### EXERCISE AIM
An exact restatement of the data is required, with the images omitted.

### DATA FOR THIS EXERCISE
◇ ◇ ◇

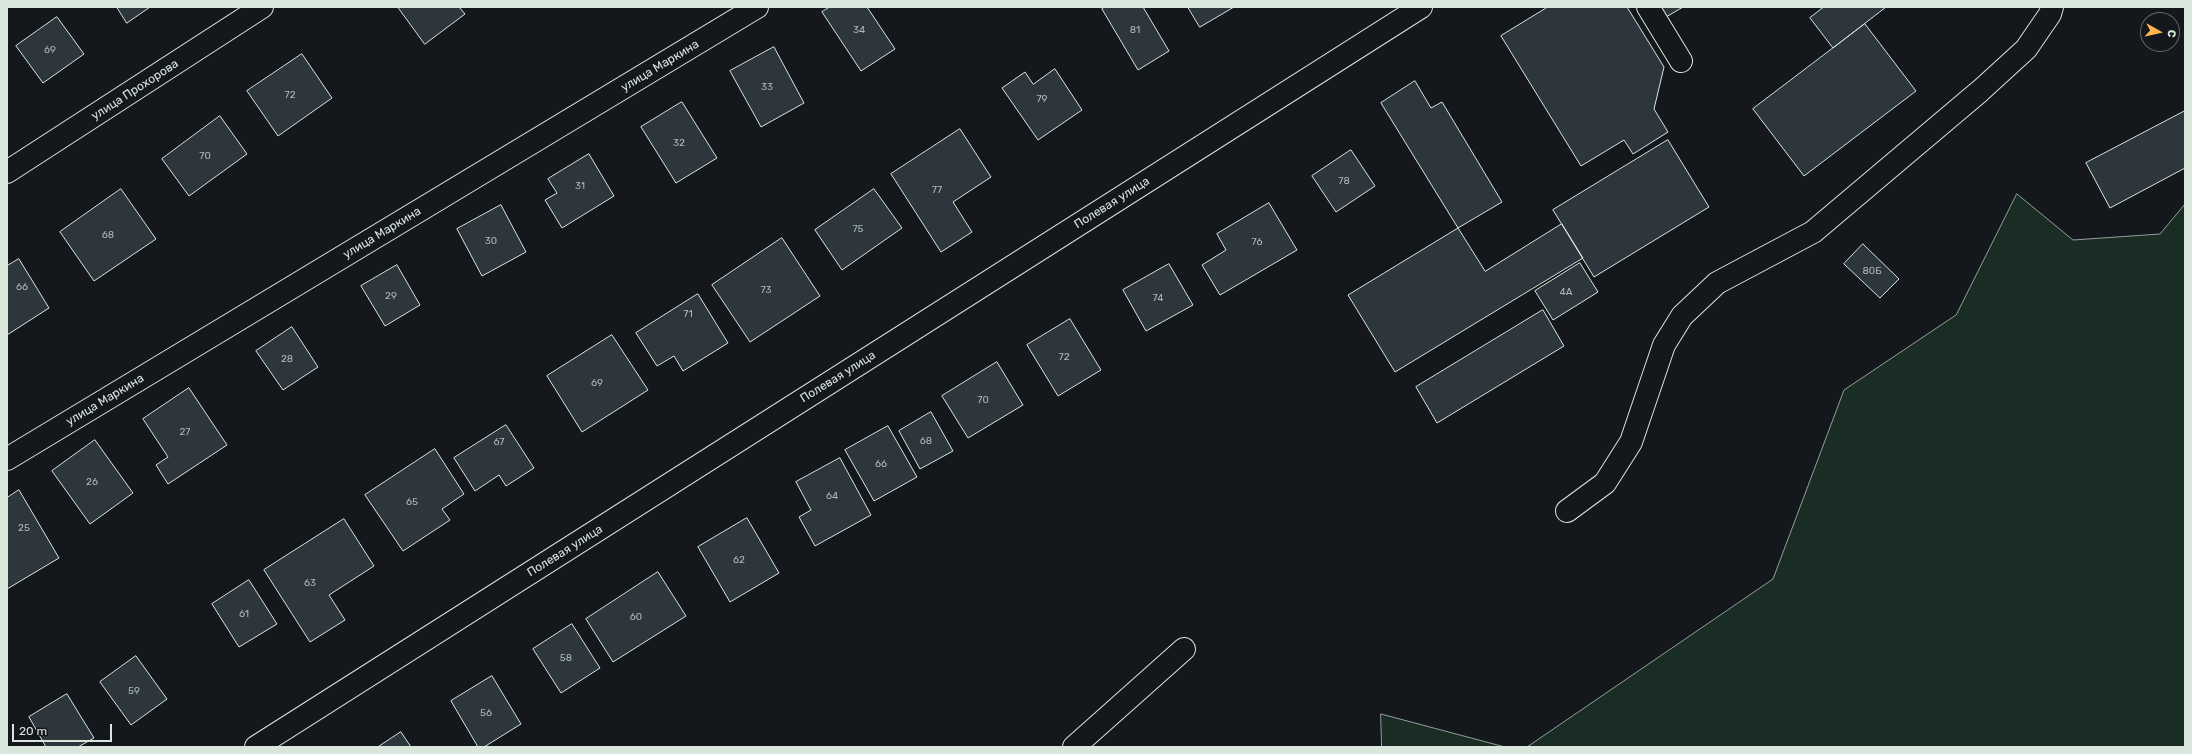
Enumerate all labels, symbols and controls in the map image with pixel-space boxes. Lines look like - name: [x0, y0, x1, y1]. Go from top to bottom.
- north arrow: [2140, 12, 2180, 52]
- house number: 34: [853, 24, 865, 36]
- house number: 81: [1130, 24, 1140, 36]
- text: С: [2164, 29, 2178, 38]
- street label: улица Маркина: [618, 37, 702, 95]
- house number: 69: [44, 44, 56, 56]
- street label: улица Прохорова: [89, 57, 181, 123]
- house number: 33: [761, 81, 773, 93]
- house number: 72: [285, 89, 295, 101]
- house number: 79: [1036, 93, 1048, 105]
- house number: 32: [673, 137, 685, 149]
- house number: 70: [199, 150, 211, 162]
- street label: Полевая улица: [1072, 174, 1152, 232]
- house number: 78: [1338, 175, 1350, 187]
- house number: 31: [575, 180, 585, 192]
- house number: 77: [932, 184, 942, 196]
- street label: улица Маркина: [340, 204, 424, 262]
- house number: 75: [852, 223, 864, 235]
- house number: 68: [102, 229, 114, 241]
- house number: 30: [485, 235, 497, 247]
- house number: 76: [1252, 236, 1262, 248]
- house number: 80Б: [1862, 265, 1882, 277]
- house number: 66: [16, 281, 28, 293]
- house number: 73: [760, 284, 772, 296]
- house number: 4А: [1560, 286, 1572, 298]
- house number: 29: [385, 290, 397, 302]
- house number: 74: [1153, 292, 1163, 304]
- house number: 71: [683, 308, 693, 320]
- street label: Полевая улица: [798, 348, 878, 406]
- house number: 72: [1059, 351, 1069, 363]
- house number: 28: [281, 353, 293, 365]
- street label: улица Маркина: [63, 371, 147, 429]
- house number: 69: [591, 377, 603, 389]
- house number: 70: [977, 394, 989, 406]
- house number: 27: [180, 426, 190, 438]
- house number: 68: [920, 435, 932, 447]
- house number: 67: [494, 436, 504, 448]
- house number: 66: [875, 458, 887, 470]
- house number: 26: [86, 476, 98, 488]
- house number: 64: [826, 490, 838, 502]
- house number: 65: [406, 496, 418, 508]
- house number: 25: [18, 522, 30, 534]
- street label: Полевая улица: [525, 522, 605, 580]
- house number: 62: [733, 554, 745, 566]
- house number: 63: [304, 577, 316, 589]
- house number: 61: [239, 608, 249, 620]
- house number: 60: [630, 611, 642, 623]
- house number: 58: [560, 652, 572, 664]
- house number: 59: [128, 685, 140, 697]
- house number: 56: [480, 707, 492, 719]
- scale bar: [14, 716, 114, 742]
- text: 20 m: [19, 724, 47, 738]

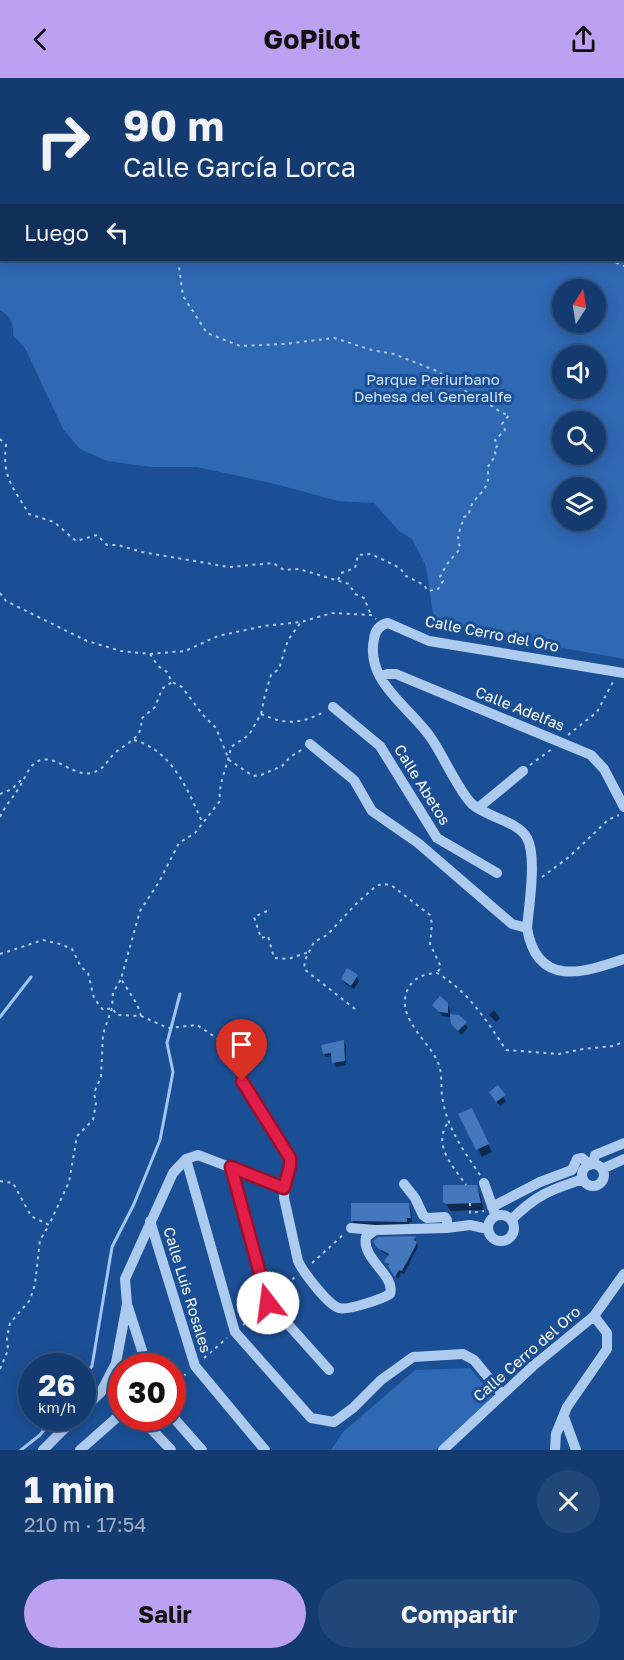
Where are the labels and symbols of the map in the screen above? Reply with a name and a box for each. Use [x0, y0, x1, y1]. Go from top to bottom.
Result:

◇ ◇ ◇

### OUTPUT FOR THIS EXERCISE
Enumerate all labels, symbols and controls in the map image with pixel-space boxes. Lines look like - name: [x0, y0, x1, y1]. Go from top to bottom.
- north arrow: [2140, 12, 2180, 52]
- house number: 34: [853, 24, 865, 36]
- house number: 81: [1130, 24, 1140, 36]
- text: С: [2164, 29, 2178, 38]
- street label: улица Маркина: [618, 37, 702, 95]
- house number: 69: [44, 44, 56, 56]
- street label: улица Прохорова: [89, 57, 181, 123]
- house number: 33: [761, 81, 773, 93]
- house number: 72: [285, 89, 295, 101]
- house number: 79: [1036, 93, 1048, 105]
- house number: 32: [673, 137, 685, 149]
- house number: 70: [199, 150, 211, 162]
- street label: Полевая улица: [1072, 174, 1152, 232]
- house number: 78: [1338, 175, 1350, 187]
- house number: 31: [575, 180, 585, 192]
- house number: 77: [932, 184, 942, 196]
- street label: улица Маркина: [340, 204, 424, 262]
- house number: 75: [852, 223, 864, 235]
- house number: 68: [102, 229, 114, 241]
- house number: 30: [485, 235, 497, 247]
- house number: 76: [1252, 236, 1262, 248]
- house number: 80Б: [1862, 265, 1882, 277]
- house number: 66: [16, 281, 28, 293]
- house number: 73: [760, 284, 772, 296]
- house number: 4А: [1560, 286, 1572, 298]
- house number: 29: [385, 290, 397, 302]
- house number: 74: [1153, 292, 1163, 304]
- house number: 71: [683, 308, 693, 320]
- street label: Полевая улица: [798, 348, 878, 406]
- house number: 72: [1059, 351, 1069, 363]
- house number: 28: [281, 353, 293, 365]
- street label: улица Маркина: [63, 371, 147, 429]
- house number: 69: [591, 377, 603, 389]
- house number: 70: [977, 394, 989, 406]
- house number: 27: [180, 426, 190, 438]
- house number: 68: [920, 435, 932, 447]
- house number: 67: [494, 436, 504, 448]
- house number: 66: [875, 458, 887, 470]
- house number: 26: [86, 476, 98, 488]
- house number: 64: [826, 490, 838, 502]
- house number: 65: [406, 496, 418, 508]
- house number: 25: [18, 522, 30, 534]
- street label: Полевая улица: [525, 522, 605, 580]
- house number: 62: [733, 554, 745, 566]
- house number: 63: [304, 577, 316, 589]
- house number: 61: [239, 608, 249, 620]
- house number: 60: [630, 611, 642, 623]
- house number: 58: [560, 652, 572, 664]
- house number: 59: [128, 685, 140, 697]
- house number: 56: [480, 707, 492, 719]
- scale bar: [14, 716, 114, 742]
- text: 20 m: [19, 724, 47, 738]

Where are the labels and symbols of the map in the screen above? Reply with a name and a box for each. Use [x0, y0, x1, y1]. Go from top to bottom.
Result:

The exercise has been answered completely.